19 - Expression synthétique de type s15 :

La figure tient dans notre perception et s'y équilibre uniquement par la perception de son contour extérieur.
 
 
 

4ème paradoxe d'état : entraîné / retenu
[niveau du noeud qui résume les trois effets précédents et les bloque ensemble]

20 - Expression analytique de type a9 :

Le contour alterne des parties bien lisses que notre regard est entraîné à lire rapidement, avec de brutales inflexions ou des cassures sur lesquelles notre regard doit stopper, ou pour le moins fortement ralentir pour les franchir.


21 - Expression synthétique de type s14 :

Les renseignements sur la volumétrie que nous donnent certains tracés (l'oeil, le naseau, la bouche, le passage du poitrail entre les pattes, l'attache de la patte avant) nous entraînent à faire apparaître localement des volumes, et à partir de ces amorces nous cherchons à dégager le volume entier du corps de l'animal (Cf. l'analyse de l'effet  -9-).
Mais les surfaces plates sont décidément trop dominantes, et elles nous découragent de poursuivre la lecture du volume au-delà des zones qui bordent le trait.

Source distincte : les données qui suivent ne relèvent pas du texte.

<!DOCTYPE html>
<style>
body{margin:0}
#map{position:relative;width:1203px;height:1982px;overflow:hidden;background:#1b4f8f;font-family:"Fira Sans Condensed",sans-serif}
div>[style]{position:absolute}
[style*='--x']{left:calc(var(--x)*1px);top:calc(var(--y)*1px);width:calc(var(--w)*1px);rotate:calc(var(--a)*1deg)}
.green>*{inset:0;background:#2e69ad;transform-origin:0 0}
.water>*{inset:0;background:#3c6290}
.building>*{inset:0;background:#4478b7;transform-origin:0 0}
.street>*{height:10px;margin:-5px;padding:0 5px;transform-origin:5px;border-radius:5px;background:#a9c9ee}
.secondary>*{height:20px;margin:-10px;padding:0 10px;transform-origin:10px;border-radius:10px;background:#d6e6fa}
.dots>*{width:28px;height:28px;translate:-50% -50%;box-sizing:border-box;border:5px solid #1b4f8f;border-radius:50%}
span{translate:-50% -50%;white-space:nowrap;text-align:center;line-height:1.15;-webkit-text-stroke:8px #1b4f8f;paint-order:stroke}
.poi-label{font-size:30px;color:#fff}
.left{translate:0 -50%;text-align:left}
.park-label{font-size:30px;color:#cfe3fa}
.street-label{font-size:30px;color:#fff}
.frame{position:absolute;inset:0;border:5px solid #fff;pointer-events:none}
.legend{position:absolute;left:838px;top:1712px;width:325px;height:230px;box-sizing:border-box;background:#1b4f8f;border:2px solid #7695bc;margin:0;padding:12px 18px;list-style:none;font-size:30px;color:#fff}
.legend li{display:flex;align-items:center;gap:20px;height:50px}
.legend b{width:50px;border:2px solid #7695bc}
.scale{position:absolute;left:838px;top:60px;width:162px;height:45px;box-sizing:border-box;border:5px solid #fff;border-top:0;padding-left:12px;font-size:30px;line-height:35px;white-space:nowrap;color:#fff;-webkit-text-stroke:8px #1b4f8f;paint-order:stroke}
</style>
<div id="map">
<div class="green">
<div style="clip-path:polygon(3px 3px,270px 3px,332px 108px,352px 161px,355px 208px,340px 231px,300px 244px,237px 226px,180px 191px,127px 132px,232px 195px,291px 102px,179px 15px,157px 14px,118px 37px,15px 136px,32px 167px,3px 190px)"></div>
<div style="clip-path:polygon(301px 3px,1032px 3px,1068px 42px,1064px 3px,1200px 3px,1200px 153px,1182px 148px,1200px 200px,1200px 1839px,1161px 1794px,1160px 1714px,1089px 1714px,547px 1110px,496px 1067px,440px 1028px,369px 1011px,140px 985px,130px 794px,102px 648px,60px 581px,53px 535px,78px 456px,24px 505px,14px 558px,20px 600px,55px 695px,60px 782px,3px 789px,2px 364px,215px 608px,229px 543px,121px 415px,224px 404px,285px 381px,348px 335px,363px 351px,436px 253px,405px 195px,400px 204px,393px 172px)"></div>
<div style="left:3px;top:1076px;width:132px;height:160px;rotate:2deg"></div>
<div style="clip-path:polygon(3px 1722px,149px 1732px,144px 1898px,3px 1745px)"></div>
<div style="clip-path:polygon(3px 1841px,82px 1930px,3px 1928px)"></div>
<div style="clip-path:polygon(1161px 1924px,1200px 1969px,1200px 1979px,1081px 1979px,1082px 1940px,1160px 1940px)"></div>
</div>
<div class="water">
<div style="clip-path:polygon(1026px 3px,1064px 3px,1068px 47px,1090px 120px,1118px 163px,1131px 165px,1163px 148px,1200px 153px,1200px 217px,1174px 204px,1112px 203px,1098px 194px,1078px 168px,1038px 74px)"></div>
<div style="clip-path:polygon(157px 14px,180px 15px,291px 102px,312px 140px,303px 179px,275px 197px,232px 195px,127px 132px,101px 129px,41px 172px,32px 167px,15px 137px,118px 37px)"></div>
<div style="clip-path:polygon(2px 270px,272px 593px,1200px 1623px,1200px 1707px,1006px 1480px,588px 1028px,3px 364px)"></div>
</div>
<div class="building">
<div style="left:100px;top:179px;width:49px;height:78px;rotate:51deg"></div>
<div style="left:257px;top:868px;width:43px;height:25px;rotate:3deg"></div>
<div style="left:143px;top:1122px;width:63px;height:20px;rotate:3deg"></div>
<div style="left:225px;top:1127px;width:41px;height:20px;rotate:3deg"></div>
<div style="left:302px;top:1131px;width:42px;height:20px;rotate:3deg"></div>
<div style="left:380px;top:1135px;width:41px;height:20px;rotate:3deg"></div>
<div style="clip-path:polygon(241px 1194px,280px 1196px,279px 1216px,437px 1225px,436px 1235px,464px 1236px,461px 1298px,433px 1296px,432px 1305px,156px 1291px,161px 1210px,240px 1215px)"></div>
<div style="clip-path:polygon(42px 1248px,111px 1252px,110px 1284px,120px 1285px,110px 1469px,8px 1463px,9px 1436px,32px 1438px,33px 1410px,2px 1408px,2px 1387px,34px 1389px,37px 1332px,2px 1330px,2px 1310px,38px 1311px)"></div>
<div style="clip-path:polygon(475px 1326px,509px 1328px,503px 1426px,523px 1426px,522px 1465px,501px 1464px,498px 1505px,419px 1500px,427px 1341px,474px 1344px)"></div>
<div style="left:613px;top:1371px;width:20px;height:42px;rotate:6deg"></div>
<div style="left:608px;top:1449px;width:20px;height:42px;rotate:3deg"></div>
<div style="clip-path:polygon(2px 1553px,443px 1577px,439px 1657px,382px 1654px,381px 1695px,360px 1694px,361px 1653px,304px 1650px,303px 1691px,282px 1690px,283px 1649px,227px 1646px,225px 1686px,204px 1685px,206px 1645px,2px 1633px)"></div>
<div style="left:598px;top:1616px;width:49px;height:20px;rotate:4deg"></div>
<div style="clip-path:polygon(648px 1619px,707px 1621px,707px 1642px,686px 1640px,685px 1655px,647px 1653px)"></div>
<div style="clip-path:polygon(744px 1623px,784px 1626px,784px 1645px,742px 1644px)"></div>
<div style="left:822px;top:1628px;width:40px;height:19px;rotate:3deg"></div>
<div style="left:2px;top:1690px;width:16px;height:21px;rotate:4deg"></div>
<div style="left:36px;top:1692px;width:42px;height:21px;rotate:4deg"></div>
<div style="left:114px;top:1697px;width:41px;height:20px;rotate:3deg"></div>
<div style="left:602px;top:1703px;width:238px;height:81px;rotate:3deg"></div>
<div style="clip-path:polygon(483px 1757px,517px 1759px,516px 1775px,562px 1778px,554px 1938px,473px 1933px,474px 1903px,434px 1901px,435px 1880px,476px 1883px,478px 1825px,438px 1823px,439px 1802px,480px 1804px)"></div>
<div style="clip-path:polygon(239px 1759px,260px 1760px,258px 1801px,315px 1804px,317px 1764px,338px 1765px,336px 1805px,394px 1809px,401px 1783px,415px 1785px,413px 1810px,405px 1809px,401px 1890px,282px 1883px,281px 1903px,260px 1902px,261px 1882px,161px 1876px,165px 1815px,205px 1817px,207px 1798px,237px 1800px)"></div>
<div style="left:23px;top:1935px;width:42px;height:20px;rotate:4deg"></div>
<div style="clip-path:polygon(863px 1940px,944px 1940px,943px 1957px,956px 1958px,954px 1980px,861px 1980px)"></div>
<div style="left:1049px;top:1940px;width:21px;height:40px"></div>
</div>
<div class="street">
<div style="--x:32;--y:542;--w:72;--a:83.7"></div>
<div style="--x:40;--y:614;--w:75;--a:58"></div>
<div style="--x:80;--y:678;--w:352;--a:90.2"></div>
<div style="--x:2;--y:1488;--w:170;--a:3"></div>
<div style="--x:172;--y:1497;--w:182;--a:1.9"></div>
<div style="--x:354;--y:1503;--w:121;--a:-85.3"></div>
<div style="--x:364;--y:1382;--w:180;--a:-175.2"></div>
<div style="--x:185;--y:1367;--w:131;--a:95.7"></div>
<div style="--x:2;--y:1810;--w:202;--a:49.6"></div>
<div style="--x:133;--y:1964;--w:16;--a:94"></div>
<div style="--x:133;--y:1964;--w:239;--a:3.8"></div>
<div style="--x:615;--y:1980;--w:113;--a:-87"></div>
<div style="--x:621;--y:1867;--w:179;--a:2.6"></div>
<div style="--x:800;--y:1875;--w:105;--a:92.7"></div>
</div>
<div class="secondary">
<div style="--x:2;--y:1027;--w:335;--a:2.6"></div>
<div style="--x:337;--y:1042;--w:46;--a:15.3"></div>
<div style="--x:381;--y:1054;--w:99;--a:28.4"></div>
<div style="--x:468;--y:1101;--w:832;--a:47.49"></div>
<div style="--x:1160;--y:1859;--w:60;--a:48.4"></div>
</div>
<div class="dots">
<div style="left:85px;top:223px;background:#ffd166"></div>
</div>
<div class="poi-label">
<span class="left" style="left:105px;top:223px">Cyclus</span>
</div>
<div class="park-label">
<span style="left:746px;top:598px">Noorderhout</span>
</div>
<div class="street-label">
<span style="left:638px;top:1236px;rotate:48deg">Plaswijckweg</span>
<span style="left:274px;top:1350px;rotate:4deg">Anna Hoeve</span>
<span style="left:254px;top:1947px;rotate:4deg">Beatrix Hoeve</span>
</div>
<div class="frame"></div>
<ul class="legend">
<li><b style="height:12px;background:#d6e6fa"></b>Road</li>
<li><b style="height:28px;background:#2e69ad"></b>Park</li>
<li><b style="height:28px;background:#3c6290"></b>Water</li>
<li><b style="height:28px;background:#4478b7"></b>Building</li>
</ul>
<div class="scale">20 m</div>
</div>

22 - Expression analytique de type a14 :

Deux visions se combattent : celle d'une surface plane qui se poursuit indifféremment du dessin qui est gravé dessus, et celle de la présence d'un animal que l'on peut presque qualifier de "fantôme", évanescente et transparente, mais se référant à une réalité en trois dimensions, c'est-à-dire munie d'un volume incompatible avec la réduction à une surface plane.
Mais aucune des deux visions ne convainc totalement, de telle sorte que nous hésitons sans cesse entre les deux : devons-nous organiser notre perception pour parcourir une surface plane, ou devons-nous l'organiser pour percevoir un corps qui se dresse dans un espace en trois dimensions ? Les deux perceptions se chevauchent en fait sur ce profil plan, profil qui en dit suffisamment pour nous entraîner à voir un animal en trois dimensions comme dans la réalité, mais dont la présence visuelle ne fait pas le poids par rapport à l'omniprésence de la paroi plane qui tue cette perception dès qu'elle commence à se former.